- **Task details**: Within this material, find every line where the string "Independenței" appears, and copy it out.

[Supplied data Boundary: Start]

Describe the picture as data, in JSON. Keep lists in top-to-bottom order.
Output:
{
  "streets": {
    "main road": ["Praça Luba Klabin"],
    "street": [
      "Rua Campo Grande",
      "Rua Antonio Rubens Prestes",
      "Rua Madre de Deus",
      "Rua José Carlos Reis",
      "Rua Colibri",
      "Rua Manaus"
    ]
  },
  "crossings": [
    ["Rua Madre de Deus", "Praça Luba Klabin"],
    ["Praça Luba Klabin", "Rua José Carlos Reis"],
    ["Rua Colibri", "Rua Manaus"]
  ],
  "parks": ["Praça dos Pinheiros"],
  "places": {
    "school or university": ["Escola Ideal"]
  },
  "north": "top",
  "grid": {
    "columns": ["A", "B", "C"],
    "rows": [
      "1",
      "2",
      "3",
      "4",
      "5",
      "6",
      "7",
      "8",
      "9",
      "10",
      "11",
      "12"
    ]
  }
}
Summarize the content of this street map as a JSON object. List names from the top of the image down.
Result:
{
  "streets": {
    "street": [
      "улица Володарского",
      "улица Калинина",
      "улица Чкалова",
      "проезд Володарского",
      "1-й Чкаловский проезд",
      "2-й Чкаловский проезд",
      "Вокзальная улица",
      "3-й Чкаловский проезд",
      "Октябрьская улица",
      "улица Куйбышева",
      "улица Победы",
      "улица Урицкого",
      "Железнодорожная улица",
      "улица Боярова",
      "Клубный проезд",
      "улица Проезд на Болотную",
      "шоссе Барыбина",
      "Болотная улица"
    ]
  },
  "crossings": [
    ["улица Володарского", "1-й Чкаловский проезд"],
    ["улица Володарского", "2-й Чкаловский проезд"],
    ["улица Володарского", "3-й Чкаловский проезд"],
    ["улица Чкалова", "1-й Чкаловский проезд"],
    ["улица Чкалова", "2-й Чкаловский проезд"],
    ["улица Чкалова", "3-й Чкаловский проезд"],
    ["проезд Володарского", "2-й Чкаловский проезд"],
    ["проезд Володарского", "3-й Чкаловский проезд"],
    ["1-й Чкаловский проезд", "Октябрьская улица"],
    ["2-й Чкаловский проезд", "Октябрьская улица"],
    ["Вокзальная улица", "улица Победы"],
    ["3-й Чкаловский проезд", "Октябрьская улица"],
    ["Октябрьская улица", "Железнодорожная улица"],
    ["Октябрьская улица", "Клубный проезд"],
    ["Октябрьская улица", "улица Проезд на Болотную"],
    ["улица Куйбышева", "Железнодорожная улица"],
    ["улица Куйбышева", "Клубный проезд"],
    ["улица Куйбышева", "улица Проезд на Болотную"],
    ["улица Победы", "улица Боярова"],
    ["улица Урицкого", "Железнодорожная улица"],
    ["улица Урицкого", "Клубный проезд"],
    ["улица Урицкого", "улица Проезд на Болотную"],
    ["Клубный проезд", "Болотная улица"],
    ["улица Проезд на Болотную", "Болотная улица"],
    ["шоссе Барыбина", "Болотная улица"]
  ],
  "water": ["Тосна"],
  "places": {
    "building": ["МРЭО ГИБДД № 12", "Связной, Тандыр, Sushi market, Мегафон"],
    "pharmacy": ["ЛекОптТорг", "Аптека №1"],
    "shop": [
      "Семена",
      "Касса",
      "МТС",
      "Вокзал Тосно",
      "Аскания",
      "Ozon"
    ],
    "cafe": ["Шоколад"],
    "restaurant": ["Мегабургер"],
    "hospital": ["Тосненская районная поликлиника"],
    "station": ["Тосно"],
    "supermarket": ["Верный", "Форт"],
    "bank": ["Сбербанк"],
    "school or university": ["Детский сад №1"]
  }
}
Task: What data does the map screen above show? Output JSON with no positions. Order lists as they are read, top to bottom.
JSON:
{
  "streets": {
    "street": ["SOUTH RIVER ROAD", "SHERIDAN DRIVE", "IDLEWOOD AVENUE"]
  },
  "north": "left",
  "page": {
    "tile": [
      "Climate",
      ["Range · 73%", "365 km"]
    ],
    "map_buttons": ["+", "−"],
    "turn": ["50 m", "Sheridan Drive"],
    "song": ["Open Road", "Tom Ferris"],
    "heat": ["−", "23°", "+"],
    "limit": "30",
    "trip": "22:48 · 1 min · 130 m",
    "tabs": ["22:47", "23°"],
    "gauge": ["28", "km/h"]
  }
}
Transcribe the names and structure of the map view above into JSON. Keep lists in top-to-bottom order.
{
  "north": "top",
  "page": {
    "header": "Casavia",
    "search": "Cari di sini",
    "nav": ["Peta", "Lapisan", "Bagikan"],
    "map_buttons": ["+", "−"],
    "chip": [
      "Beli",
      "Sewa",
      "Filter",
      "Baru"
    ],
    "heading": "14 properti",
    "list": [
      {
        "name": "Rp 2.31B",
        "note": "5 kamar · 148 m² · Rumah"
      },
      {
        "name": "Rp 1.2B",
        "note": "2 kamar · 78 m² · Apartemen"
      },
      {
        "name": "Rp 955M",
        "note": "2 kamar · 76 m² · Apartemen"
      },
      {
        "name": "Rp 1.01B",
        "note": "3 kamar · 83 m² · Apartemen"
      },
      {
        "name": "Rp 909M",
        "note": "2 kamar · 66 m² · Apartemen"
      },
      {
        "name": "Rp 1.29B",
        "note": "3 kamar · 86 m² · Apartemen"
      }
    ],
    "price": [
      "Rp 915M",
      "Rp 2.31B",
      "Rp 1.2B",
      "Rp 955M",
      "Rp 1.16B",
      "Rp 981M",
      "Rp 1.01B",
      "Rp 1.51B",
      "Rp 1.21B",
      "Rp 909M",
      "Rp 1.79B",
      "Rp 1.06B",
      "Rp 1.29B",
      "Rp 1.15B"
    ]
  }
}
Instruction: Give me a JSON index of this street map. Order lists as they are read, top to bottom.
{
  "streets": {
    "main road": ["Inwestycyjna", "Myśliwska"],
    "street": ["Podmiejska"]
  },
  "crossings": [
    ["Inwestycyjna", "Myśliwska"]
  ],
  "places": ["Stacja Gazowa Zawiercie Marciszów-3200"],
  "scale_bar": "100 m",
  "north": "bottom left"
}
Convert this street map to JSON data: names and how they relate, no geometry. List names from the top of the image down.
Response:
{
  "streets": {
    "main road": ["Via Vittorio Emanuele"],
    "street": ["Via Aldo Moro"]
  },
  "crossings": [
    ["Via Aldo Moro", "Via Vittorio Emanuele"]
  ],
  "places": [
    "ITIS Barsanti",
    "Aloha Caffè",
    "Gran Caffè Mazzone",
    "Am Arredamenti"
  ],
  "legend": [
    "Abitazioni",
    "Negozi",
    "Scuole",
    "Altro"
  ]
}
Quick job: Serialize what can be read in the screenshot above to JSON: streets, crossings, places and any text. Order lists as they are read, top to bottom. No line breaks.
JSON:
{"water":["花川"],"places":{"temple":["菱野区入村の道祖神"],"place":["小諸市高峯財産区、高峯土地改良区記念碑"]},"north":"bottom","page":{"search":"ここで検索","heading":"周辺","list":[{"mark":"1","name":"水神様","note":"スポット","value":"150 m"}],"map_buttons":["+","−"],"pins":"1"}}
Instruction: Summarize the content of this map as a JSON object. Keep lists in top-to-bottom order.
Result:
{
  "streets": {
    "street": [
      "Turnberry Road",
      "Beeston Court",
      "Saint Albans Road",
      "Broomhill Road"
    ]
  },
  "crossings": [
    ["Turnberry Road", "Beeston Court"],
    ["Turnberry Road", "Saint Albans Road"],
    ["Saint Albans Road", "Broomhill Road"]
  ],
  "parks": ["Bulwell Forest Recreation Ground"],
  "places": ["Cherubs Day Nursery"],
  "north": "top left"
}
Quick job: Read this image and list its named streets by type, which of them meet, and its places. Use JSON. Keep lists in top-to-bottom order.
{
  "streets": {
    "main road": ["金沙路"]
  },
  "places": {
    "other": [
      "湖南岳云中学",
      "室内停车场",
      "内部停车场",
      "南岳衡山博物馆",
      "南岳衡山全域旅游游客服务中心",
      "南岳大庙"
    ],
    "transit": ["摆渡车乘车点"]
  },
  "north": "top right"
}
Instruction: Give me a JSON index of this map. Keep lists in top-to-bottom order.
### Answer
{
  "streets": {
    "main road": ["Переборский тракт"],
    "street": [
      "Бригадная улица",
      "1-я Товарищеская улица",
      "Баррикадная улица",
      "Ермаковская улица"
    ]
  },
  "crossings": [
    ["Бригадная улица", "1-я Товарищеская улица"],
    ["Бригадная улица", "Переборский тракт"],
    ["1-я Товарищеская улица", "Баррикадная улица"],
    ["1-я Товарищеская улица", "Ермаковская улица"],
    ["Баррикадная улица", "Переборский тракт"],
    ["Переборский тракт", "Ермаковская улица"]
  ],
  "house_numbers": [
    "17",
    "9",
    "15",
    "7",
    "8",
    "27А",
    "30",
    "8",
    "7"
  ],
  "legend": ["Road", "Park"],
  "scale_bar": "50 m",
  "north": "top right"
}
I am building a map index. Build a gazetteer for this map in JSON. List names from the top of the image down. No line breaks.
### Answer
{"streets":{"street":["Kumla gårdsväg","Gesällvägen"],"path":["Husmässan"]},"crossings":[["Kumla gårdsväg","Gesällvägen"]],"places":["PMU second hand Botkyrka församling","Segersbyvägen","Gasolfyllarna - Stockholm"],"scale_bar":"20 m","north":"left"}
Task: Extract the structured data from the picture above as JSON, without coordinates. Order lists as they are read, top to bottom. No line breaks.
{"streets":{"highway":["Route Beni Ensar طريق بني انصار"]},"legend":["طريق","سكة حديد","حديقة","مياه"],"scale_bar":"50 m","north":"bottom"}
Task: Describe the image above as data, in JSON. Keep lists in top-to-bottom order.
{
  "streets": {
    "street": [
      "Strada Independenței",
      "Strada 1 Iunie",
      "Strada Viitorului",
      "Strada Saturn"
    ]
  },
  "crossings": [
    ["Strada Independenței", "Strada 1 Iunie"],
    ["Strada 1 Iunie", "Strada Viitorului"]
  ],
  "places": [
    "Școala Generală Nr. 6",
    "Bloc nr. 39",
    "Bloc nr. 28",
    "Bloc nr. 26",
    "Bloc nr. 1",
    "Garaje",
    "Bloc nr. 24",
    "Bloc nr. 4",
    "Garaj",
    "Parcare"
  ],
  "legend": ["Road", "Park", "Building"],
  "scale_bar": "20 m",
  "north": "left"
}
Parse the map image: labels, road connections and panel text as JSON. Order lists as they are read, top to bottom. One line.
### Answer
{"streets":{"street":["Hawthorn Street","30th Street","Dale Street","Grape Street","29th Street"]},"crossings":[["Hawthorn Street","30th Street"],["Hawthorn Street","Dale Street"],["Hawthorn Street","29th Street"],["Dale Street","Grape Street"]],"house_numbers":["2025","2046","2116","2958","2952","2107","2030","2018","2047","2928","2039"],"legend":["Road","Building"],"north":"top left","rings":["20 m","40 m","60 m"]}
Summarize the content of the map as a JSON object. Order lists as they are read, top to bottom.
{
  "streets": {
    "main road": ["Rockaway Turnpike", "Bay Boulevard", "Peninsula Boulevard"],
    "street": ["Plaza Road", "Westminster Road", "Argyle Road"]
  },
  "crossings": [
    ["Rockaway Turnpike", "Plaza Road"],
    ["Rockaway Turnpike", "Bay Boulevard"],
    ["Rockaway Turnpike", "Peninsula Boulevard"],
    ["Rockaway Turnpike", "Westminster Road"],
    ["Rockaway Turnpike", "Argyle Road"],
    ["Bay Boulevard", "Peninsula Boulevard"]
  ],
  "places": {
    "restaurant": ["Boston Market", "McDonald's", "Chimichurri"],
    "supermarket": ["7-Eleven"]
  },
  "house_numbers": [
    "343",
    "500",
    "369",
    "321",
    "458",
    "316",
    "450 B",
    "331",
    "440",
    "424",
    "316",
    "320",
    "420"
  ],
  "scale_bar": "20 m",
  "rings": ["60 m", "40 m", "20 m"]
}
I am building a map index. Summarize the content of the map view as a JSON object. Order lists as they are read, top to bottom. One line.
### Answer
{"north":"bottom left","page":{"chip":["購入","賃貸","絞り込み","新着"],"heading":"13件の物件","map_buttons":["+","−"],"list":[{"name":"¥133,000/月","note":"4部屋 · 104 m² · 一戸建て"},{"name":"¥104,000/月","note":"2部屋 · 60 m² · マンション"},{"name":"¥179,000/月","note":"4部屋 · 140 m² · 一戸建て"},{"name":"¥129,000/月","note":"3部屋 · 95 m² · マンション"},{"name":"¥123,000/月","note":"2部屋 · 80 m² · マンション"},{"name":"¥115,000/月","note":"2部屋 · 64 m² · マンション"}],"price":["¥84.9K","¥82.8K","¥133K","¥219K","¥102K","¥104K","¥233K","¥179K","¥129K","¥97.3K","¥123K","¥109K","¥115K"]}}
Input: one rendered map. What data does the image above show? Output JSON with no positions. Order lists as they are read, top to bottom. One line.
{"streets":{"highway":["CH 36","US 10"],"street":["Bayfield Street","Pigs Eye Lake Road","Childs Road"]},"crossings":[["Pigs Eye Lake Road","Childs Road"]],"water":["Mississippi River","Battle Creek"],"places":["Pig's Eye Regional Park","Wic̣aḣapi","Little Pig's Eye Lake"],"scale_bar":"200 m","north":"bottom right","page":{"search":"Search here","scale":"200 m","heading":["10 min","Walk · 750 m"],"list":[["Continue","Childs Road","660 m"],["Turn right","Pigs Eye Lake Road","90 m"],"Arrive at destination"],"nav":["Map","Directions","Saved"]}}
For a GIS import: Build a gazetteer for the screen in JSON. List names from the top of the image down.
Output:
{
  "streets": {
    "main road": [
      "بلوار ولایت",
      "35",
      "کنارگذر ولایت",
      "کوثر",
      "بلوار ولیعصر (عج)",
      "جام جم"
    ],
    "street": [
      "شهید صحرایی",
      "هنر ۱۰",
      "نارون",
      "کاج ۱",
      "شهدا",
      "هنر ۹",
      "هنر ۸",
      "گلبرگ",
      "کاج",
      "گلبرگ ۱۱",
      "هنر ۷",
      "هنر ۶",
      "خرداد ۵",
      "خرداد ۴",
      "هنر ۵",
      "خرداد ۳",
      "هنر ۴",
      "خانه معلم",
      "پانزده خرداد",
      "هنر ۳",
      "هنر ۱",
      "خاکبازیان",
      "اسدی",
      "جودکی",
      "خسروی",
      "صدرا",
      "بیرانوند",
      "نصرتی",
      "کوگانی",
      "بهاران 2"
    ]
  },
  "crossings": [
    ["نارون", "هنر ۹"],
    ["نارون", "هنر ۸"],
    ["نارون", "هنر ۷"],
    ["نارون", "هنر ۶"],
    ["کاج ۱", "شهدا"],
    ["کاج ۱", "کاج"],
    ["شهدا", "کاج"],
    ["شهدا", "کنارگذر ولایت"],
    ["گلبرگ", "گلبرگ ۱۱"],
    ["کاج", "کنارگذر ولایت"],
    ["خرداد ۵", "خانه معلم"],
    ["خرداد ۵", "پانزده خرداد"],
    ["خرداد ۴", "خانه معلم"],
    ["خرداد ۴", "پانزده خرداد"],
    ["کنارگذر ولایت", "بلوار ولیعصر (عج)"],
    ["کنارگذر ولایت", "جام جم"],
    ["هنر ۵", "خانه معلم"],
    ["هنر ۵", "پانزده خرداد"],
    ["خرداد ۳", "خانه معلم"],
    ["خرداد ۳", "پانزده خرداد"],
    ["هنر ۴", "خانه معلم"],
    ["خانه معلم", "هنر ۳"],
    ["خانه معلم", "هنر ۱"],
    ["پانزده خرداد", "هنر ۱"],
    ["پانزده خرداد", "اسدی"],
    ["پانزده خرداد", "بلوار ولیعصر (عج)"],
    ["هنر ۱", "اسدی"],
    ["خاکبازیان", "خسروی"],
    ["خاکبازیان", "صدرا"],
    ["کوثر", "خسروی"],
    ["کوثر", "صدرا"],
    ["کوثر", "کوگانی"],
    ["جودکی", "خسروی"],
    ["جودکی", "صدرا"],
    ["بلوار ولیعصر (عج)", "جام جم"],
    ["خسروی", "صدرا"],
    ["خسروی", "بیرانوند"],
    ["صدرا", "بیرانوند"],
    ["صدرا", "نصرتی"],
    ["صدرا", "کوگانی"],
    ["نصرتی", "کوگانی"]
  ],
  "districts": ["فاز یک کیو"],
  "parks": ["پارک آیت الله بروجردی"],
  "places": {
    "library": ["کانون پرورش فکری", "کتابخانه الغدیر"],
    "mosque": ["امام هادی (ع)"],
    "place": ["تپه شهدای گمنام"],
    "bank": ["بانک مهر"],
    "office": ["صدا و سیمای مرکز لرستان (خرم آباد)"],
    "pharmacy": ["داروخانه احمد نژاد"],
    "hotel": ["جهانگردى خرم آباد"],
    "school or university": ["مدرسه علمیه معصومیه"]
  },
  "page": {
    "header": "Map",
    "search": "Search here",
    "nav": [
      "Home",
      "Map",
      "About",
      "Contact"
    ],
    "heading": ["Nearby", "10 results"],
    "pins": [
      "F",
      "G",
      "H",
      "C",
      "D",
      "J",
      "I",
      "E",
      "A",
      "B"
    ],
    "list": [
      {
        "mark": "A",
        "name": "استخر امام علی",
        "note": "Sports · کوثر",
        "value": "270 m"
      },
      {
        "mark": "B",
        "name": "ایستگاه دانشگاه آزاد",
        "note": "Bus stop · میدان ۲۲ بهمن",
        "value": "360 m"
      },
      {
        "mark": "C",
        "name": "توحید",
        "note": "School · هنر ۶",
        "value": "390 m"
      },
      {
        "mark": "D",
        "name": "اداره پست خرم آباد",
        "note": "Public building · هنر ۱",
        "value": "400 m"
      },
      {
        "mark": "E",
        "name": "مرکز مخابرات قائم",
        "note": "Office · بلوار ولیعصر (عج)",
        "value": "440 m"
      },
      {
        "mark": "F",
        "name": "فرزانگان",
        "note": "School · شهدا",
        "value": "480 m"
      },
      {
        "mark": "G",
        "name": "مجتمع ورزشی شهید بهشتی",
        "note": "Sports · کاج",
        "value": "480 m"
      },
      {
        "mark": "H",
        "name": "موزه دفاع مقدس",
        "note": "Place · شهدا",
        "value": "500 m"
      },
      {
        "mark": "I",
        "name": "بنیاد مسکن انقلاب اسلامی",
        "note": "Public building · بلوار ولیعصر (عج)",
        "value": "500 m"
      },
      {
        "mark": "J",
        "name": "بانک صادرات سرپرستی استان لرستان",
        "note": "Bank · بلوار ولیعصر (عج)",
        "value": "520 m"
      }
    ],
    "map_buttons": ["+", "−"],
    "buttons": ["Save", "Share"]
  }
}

[Supplied data Boundary: End]

- **Answer section**:
      "Strada Independenței",
    ["Strada Independenței", "Strada 1 Iunie"],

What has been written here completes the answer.